Extracted data entries:
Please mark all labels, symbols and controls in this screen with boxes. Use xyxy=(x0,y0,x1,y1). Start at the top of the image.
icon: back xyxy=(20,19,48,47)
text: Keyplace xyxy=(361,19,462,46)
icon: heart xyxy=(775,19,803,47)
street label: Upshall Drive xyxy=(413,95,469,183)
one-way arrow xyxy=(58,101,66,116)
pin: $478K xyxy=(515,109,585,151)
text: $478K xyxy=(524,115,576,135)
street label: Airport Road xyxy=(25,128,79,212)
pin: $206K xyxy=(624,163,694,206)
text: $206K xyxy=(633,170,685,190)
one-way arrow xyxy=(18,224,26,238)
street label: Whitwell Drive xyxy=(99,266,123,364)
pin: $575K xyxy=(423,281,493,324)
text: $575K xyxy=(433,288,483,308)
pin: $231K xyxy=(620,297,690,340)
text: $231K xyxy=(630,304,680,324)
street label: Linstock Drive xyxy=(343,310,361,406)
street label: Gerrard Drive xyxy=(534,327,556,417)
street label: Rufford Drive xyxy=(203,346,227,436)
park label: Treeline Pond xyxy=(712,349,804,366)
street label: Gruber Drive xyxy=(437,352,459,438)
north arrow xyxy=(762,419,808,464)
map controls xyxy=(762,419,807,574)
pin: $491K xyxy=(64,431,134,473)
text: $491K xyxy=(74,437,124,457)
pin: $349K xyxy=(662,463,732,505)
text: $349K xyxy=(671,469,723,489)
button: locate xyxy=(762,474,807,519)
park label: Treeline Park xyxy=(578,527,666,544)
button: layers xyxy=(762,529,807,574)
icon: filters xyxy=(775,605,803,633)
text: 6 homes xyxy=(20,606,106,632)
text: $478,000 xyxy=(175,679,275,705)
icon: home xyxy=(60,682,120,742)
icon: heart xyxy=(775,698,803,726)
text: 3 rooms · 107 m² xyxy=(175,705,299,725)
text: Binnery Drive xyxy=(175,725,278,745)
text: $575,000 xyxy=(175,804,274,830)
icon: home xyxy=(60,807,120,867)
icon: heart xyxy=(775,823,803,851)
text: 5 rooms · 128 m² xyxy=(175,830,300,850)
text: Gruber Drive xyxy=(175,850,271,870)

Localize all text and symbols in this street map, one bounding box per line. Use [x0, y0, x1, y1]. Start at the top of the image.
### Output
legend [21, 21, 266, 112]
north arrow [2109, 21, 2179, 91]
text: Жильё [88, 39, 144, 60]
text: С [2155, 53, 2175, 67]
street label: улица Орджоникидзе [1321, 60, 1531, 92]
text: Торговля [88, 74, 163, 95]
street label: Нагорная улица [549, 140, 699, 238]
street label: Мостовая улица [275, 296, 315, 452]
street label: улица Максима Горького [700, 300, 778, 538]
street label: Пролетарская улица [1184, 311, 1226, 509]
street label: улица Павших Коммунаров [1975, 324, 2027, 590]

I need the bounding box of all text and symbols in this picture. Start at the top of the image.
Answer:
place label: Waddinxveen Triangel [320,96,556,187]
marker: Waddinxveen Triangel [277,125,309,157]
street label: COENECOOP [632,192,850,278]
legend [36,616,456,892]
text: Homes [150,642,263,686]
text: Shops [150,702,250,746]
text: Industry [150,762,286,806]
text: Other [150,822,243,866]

WORK INSTRUCTIONS: Show, from the entries above, every line that includes the string "rooms".

SOLUTION FOR THIS PROBLEM:
text: 3 rooms · 107 m² xyxy=(175,705,299,725)
text: 5 rooms · 128 m² xyxy=(175,830,300,850)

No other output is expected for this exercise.